Тогда еще Клава Милорадова не знала, что Бажуков отличится и под Москвой, и под Могилевом и улетит с одной из первых групп в Латвию, чтобы помочь ее освобождению. Слава об отряде Бажукова, парня из тайги, из республики Коми, прогремит по лесам Югоса, но каратели возьмут его отряд в мешок под Даудзескасом, и после многочасового боя 16 апреля 1944 года Ваню Бажукова, сраженного десятками вражеских пуль, укроет латвийская земля.
Перед смертью он успеет крикнуть:
— Держись, Елочка!
Елочкой он называл свою восемнадцатилетнюю радистку — Лидию Еглит, потому что «еглит» полатышски значит «елочка». У Елочки были перебиты очередью обе ноги, но она еще отстреливалась, а потом, когда на нее навалились каратели, она выдернула чеку из осколочной гранаты, и осколки, жарко брызнув, пробили ее сердце и корпус рации.
Быть может, такая судьба ждала Зою, если бы она попала к Бажукову… может быть, она попала бы в число уцелевших и сегодня встречалась бы со своими однополчанами. Неисповедимы судьбы разведчиков.

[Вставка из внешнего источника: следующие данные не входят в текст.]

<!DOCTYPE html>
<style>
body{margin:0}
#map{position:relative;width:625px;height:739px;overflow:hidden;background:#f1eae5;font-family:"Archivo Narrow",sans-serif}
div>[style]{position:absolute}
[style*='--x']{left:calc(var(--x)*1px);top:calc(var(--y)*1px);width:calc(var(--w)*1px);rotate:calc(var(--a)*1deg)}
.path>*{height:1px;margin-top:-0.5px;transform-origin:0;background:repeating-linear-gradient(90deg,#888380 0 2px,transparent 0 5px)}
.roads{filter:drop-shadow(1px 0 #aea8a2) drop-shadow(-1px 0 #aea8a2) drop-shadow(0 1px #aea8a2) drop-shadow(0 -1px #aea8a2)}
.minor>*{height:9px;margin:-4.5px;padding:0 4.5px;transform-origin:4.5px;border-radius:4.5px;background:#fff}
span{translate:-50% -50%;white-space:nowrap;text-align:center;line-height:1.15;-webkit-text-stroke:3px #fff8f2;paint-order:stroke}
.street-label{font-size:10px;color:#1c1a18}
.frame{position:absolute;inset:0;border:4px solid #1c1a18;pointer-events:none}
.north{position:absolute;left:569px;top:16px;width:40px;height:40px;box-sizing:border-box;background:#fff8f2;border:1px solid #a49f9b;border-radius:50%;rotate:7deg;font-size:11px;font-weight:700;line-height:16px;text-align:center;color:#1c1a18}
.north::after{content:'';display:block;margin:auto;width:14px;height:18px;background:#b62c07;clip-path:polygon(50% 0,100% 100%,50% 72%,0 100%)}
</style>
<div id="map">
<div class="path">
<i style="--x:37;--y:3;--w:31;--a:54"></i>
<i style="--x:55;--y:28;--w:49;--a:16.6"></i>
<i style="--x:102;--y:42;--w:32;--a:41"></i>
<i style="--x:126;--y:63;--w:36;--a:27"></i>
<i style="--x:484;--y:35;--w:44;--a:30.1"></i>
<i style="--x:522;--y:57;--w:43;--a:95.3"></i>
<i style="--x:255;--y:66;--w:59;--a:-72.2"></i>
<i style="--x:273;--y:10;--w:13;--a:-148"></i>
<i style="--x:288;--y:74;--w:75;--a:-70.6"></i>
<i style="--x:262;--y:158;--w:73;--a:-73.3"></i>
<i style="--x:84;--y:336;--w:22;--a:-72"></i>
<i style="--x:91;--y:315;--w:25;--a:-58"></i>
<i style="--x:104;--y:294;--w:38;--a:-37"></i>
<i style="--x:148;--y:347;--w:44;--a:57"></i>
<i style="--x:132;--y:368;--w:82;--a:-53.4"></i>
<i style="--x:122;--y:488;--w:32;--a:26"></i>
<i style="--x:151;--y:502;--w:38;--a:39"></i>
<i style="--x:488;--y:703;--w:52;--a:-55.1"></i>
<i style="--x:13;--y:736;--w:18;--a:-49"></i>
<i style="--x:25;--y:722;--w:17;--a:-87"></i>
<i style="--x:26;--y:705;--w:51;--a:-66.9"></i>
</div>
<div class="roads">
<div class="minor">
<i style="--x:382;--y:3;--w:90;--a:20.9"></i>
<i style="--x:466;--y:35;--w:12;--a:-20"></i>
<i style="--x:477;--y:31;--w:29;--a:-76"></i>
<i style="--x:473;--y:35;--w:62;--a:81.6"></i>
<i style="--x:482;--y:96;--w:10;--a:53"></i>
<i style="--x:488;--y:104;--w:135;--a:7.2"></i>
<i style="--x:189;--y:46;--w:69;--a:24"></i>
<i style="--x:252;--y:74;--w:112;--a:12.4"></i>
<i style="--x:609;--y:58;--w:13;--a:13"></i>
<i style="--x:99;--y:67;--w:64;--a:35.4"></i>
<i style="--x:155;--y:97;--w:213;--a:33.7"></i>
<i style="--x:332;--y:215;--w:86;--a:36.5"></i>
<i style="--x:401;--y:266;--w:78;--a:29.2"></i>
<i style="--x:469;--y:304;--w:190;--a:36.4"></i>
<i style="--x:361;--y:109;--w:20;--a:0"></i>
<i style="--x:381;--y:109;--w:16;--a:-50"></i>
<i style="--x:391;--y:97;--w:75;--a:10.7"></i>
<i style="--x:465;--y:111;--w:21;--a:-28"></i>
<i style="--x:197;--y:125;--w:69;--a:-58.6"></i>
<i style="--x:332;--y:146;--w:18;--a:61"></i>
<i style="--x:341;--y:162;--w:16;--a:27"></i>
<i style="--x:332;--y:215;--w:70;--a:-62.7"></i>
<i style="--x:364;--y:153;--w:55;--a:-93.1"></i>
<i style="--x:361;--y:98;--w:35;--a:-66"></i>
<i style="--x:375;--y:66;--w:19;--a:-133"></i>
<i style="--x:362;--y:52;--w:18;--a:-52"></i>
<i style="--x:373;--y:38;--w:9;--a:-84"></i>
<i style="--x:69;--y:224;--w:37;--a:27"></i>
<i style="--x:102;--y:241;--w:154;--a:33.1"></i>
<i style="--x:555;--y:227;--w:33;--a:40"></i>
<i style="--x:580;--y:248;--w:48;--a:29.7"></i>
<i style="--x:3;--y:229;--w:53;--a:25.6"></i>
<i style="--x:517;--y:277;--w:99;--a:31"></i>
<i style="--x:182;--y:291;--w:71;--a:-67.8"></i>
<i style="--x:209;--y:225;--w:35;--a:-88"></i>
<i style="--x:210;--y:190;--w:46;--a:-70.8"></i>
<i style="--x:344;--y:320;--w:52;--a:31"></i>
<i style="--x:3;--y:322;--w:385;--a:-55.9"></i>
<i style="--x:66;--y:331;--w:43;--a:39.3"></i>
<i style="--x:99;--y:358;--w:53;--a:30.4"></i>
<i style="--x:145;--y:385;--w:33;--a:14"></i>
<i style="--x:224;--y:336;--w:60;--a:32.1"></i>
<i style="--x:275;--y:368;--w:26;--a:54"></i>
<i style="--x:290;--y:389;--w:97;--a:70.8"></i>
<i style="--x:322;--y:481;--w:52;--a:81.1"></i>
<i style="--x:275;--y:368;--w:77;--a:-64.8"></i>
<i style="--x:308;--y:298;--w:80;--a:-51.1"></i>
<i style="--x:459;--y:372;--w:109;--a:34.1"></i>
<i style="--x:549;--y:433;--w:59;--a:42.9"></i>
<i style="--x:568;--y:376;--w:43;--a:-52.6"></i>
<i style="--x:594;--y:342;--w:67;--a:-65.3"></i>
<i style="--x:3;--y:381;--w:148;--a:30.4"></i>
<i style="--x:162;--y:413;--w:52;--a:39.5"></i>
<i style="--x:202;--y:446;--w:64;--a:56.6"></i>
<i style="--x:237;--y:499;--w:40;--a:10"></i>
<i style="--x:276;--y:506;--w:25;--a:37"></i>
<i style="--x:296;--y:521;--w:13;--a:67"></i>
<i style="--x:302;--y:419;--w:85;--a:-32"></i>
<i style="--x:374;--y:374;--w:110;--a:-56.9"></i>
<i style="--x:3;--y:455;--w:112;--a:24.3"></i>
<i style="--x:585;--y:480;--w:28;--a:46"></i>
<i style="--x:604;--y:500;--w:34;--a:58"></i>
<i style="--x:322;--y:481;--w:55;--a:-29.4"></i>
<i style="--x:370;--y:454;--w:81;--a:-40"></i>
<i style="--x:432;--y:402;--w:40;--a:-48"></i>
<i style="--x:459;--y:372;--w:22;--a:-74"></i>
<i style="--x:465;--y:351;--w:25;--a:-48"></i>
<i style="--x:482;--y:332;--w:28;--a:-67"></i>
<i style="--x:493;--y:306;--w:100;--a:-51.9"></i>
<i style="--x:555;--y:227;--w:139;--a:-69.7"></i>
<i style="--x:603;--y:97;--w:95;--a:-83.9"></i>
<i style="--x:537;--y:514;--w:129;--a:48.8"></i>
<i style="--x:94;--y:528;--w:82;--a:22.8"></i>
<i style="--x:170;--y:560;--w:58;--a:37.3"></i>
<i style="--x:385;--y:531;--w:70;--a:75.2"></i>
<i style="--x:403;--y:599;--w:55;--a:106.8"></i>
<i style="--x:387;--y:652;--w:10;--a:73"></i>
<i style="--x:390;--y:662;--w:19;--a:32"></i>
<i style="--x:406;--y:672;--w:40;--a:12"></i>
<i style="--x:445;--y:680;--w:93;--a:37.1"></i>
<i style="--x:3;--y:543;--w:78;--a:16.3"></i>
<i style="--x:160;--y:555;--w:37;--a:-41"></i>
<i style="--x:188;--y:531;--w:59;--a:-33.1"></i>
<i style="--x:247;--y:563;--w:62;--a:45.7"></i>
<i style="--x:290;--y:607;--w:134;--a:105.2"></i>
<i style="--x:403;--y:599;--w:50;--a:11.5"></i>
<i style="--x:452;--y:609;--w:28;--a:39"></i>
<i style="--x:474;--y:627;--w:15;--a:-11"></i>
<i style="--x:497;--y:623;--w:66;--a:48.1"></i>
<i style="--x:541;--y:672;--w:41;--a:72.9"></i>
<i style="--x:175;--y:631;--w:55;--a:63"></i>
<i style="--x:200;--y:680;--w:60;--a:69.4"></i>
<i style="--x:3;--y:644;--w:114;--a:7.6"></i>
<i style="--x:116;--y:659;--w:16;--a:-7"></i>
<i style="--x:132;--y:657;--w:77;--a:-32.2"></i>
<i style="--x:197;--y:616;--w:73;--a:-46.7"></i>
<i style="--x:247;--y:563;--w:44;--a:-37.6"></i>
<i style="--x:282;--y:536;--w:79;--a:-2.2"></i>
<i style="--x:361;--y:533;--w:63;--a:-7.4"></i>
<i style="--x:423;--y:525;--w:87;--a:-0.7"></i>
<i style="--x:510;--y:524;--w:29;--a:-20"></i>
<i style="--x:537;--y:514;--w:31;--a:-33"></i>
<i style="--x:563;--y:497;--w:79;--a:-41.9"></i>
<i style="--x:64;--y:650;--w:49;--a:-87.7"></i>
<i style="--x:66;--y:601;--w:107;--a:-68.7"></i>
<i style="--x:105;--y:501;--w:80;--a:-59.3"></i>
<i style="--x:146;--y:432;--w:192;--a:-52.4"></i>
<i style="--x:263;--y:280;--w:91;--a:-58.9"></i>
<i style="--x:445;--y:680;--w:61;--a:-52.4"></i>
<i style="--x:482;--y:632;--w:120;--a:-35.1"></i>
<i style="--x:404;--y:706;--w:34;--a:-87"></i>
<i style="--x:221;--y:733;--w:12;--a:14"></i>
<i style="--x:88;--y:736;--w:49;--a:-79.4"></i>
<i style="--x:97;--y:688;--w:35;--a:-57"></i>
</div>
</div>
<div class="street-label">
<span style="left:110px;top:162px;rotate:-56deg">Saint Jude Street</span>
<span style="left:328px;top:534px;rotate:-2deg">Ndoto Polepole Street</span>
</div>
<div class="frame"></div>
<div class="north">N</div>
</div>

..Вот и Кубинка. Дальше Дорохове, поселок, названный так в честь героя — генерала первой Отечественной. Но Дорохово занято гитлеровцами. Грузовик с разведчиками обгоняет отряд лыжников с лыжами на плече, батальон народного ополчения, и многие из разведчиков ищут глазами среди устало бредущих ополченцев отцов, родственников, знакомых. Впереди уже явственно слышится глухой гром канонады: немцы, с конца октября стоявшие на Наре, ждали мороза, который сковал бы осеннюю грязь и открыл дорогу «на Москау» боевой технике вермахта. Кажется, началось…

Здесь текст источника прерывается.